A number of other health and nutrition projects were reviewed by Lamptey and Sai [16]. The authors concluded that whereas most of them have been successful, although to varying degrees, they generally were pilot projects, and it may be difficult to maintain success if they are scaled up. This is so for four reasons. First, the pilot projects have effective organization and administration. Service personnel are carefully selected and trained, are well supervised and supported, and are given carefully developed and realistic job assignments in a relatively small population. Second, they usually have motivated, dedicated, and at times charismatic leadership. The departure of leaders with these qualities may lead to the collapse of projects. Third, most of the projects are of limited duration. Finally, continuing evaluation and feedback help with realistic reordering of project activities, but they often do not take place once projects are scaled up.

Many of these characteristics may not be transferable to larger projects. Lamptey and Sai identified many difficulties with integrated programmes and projects, of which they argue that the following recur constantly: planning requires inputs from several individuals and agencies, which may prove difficult to harmonize; collaboration and coordination at all stages can be problematic; the traditional governmental organization of line agencies creates peripheral management problems in personnel. budgeting, and many other areas; the training of most health workers is too specific and technological to make them readily adaptable to the broader perspectives required within integrated activities-for example, working with the community as equal partners is too new a concept for health workers generally; peripheral managerial expertise is often lacking; and evaluation is more difficult in these programmes than in vertical ones.
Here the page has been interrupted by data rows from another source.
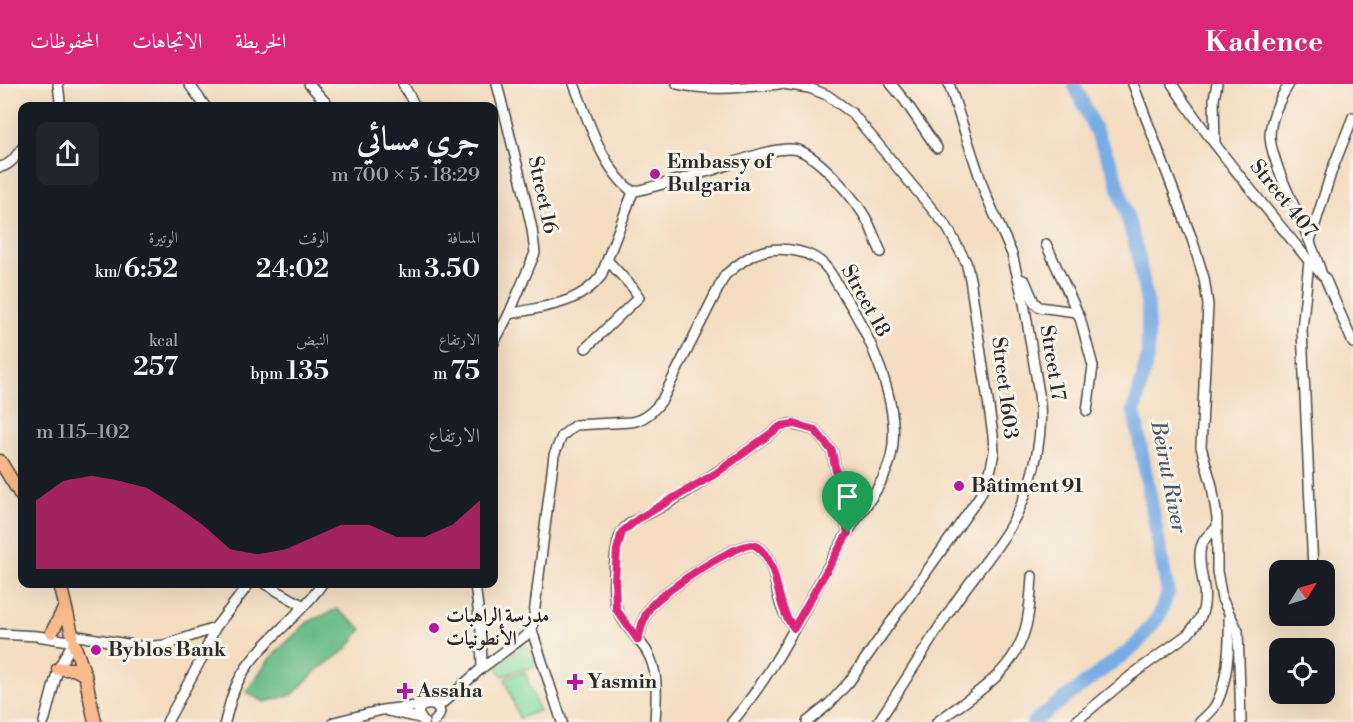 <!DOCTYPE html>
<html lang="ar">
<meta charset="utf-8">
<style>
body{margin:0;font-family:"Libre Bodoni",Amiri,serif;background:#20242c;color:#f1f3f6;direction:rtl;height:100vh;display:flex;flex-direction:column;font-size:22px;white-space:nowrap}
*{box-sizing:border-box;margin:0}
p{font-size:20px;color:#9ea1a6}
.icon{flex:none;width:33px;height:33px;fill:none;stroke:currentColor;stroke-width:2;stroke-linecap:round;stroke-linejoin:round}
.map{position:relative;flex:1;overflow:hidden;direction:ltr}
.drawer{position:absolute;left:18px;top:18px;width:480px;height:486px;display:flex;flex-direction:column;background:#171b24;border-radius:12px;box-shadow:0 6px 24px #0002;direction:rtl}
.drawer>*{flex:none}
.needle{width:39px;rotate:53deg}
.buttons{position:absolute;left:1269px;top:476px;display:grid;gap:12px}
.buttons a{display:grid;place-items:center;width:66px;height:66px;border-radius:12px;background:#171b24;box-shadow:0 6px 24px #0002;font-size:30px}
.pin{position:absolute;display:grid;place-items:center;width:51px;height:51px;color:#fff;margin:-62px -26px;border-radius:50% 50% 50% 0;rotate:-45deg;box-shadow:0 0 6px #0007}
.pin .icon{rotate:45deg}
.round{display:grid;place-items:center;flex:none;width:63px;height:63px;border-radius:12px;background:#20242c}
.summary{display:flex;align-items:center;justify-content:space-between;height:102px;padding:0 18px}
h1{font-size:33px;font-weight:600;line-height:45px}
.figures{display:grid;grid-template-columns:repeat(3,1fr);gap:9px;height:102px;padding:6px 18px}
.figures div{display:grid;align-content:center}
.figures b{font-size:26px;font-weight:600}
.figures small{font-size:16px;font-weight:400}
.figures p{font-size:16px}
.chart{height:168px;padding:12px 18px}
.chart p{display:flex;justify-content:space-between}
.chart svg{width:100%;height:108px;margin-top:6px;fill:#db2777;opacity:.7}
header{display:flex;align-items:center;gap:36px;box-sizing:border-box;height:84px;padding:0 30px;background:#db2777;color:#fff}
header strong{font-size:28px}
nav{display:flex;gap:33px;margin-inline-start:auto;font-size:21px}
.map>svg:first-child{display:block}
</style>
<header>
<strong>Kadence</strong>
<nav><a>الخريطة</a><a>الاتجاهات</a><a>المحفوظات</a></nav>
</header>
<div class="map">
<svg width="1353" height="638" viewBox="0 0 1353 638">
<rect width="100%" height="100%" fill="#f7f3e8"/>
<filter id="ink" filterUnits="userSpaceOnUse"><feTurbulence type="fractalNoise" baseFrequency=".0167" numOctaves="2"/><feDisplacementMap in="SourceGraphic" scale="12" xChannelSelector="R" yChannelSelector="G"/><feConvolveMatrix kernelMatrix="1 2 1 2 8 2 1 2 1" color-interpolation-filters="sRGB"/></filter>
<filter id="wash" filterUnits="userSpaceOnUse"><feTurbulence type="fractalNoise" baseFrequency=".008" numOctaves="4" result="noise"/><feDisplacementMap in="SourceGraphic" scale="24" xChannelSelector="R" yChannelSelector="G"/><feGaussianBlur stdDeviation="1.35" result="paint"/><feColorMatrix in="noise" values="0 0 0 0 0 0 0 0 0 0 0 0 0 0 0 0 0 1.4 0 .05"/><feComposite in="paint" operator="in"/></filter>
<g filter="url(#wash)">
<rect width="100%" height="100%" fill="#f4ddc1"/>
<g fill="#83dda2" stroke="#578466" stroke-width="1.5">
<path d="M 523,562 L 529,564 L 536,582 L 502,592 L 497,583 Z"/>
<path d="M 525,588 L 539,627 L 519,634 L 505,595 Z"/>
</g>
<path fill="#6abc88" stroke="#4a745a" stroke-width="1.5" d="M 337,525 L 362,545 L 346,566 L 317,586 L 292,611 L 264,618 L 246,608 L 271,573 L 308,538 Z"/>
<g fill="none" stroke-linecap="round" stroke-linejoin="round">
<path stroke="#78ace5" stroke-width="14" d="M 1033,638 L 1135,562 L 1159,532 L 1168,509 L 1134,327 L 1148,272 L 1148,224 L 1138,170 L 1114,87 L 1074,0"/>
</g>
</g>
<g filter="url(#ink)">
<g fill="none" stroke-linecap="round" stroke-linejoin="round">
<defs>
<g id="minor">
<path d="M 189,0 L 205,22"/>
<path d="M 309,0 L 329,22"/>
<path d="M 403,0 L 415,22"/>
<path d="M 574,0 C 588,35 602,85 633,108"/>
<path d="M 677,0 C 709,8 746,3 779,0"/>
<path d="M 783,0 L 809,4 L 827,11 L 852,29 L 947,143 L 966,178 L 970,195 L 993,351 L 994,368 L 991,384 L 987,397 L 979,413 L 849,598 L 829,620 L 807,638"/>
<path d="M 891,0 L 905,17 L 937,64"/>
<path d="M 1133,0 L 1192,155 L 1204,194 L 1208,221 L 1201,363 L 1212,402 L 1217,434 L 1217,487 L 1222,515 L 1238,547 L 1241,638"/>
<path d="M 1172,0 C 1213,62 1262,119 1309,177 L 1325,194 L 1353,259"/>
<path d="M 1289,0 C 1280,14 1270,35 1270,52 C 1270,63 1275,74 1278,84 C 1291,119 1310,152 1321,188"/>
<path d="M 58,22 L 60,17 L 58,0"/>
<path d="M 1215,60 L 1214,15 L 1217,0"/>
<path d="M 0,83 C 10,82 16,72 22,64"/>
<path d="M 633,108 C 658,101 684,95 709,87 C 730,81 777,60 798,66 C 821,74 857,117 868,138 C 873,148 876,158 881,168"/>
<path d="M 1310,157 L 1332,86 L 1353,33"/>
<path d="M 1046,160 L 1080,234 L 1093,282 L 1087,327"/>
<path d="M 1309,177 L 1302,246 L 1313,486"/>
<path d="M 1018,194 L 1025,197 L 1034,218 L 1039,223 L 1076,228"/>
<path d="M 509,230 C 544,222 579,221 601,192 L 633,108"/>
<path d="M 494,259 L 509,230 L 535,169 L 532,145 L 522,100 L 497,0"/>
<path d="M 586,264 L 639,213 L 633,204 L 608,177"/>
<path d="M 265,500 L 304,522"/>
<path d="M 475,500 L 481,548 L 482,584"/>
<path d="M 0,550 L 37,552 L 69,557"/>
<path d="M 78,552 L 145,563 L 165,561 L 215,544"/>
<path d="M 638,556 C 641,545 643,532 651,522 C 662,509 742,453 756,462 C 775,474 774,497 779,515 C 781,526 787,535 794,544"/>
<path d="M 437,624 L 482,584 L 532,547"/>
<path d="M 388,627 L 420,634"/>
<path d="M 44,638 L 58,585 L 72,560"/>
<path d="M 167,638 L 203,572 L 215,544 L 249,500"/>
<path d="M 225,638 C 228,626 231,613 236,602 C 254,561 297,537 322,500"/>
<path d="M 334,638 L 382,626 L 425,621"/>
<path d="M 424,638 C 402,615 457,615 434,638"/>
<path d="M 562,638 L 532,547 L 554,371 L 562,352 L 575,341 L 631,338 C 645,336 654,327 662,316 L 725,191 C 735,183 744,175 755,170 C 774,162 804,164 821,178 C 829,184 834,195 839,203 C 868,246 903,321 891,373 C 884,401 863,424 848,448 C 810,511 780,582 732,638"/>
<path d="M 655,638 C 656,614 660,588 646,566 C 637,553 623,541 617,525 C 611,511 614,461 622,448 C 628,438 642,433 652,428 C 698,403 739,373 781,342 L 790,340 L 815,346 L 832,367 L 848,449"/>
<path d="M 878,638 C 905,598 930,556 957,516 C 974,492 993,470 1008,446 C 1032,407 1045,354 1039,310 L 1024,219 L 1012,170 L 985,109 L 949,0"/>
<path d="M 937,638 C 973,611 1015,589 1026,542 C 1030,526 1031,509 1032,492"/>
<path d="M 1075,638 L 1133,590 L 1188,550 C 1194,543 1201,535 1203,526 C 1211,495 1183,465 1217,444"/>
<path d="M 1200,638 C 1204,634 1210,629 1213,625 C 1228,604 1230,558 1229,533"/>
</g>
<g id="major">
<path d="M 0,377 L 22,413"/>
<path d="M 60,500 L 72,550"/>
<path d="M 52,548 L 65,523"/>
<path d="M 74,560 L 85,591 L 95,638"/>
<path d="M 58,585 L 74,585 L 85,591"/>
</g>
</defs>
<use href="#minor" stroke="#494642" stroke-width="12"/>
<use href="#major" stroke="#494642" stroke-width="15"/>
<use href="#minor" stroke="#fff" stroke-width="9"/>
<use href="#major" stroke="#fabb8c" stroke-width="12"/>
</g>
</g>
<g fill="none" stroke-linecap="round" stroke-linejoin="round" filter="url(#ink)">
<defs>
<path id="route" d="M 794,340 L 815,346 L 832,367 L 848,449 L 794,544 C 773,519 781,478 756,462 C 742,453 662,509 651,522 C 643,532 641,545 638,556 L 616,525 L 615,495 L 617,466 L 622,448 L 638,435 L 715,390 L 781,342 Z"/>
</defs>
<use href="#route" stroke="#fff" stroke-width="12"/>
<use href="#route" stroke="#db2777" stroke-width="8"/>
</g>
<g fill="#b5179e" stroke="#f7f3e8" stroke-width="2">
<circle cx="655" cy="90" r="6"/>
<circle cx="959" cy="402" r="6"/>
<circle cx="434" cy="544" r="6"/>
<circle cx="96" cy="566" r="6"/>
<path d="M572 589h6v6h6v6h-6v6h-6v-6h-6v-6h6z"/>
<path d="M402 598h6v6h6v6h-6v6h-6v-6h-6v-6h6z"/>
</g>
<g text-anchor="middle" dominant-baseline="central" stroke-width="6" stroke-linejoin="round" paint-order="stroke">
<g font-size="20" font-weight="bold" fill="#2b2b2b" stroke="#f7f3e8" text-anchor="start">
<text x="667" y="78">Embassy of<tspan x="667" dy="23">Bulgaria</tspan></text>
<text x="971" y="402">Bâtiment 91</text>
<text x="446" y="532">مدرسة الراهبات<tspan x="446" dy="23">الأنطونيات</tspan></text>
<text x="108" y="566">Byblos Bank</text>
<text x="587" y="598">Yasmin</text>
<text x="417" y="607">Assaha</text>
</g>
<g font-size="20" fill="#2b2b2b" stroke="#f7f3e8">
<text transform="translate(542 111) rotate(78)">Street 16</text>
<text transform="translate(1283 115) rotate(51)">Street 407</text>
<text transform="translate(865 217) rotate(61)">Street 18</text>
<text transform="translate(1052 279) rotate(81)">Street 17</text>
<text transform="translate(1004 304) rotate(83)">Street 1603</text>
</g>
<g font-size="21" font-style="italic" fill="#46586c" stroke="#f7f3e8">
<text transform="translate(1168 393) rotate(79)">Beirut River</text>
</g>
</g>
</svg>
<div class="buttons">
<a><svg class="needle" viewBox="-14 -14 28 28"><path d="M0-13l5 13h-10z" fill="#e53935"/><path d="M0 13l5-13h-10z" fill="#9ea1a6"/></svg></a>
<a><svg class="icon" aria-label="locate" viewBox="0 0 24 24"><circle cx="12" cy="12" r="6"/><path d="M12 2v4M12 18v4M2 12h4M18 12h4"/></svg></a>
</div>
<div class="pin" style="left:848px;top:449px;background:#1e9e55"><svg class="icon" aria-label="arrive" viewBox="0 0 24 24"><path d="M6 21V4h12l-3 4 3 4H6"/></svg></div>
<section class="drawer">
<div class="summary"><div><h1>جري مسائي</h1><p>18:29 · 5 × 700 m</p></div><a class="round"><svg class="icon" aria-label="share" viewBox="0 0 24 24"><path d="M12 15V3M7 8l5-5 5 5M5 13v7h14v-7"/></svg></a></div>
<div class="figures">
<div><p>المسافة</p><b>3.50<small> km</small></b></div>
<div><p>الوقت</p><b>24:02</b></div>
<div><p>الوتيرة</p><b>6:52<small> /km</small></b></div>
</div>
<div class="figures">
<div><p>الارتفاع</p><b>75<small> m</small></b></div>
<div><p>النبض</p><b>135<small> bpm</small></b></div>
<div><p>kcal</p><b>257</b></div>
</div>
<div class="chart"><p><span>الارتفاع</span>102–115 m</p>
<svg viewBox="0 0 160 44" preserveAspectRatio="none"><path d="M0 44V16L10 8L20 6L30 8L40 11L50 18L60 26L70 36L80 38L90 36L100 31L110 26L120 26L130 31L140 31L150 26L160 16V44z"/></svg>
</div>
</section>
</div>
According to the authors, successful programmes require high-level political commitment, administration that ensures decentralization, administrative control at the periphery that is handled by the periphery, and community participation. Participation in this case means helping the community to identify its own needs and develop its own plans for meeting them, recruiting the necessary personnel from within the community, and mobilizing resources for funding sub-activities.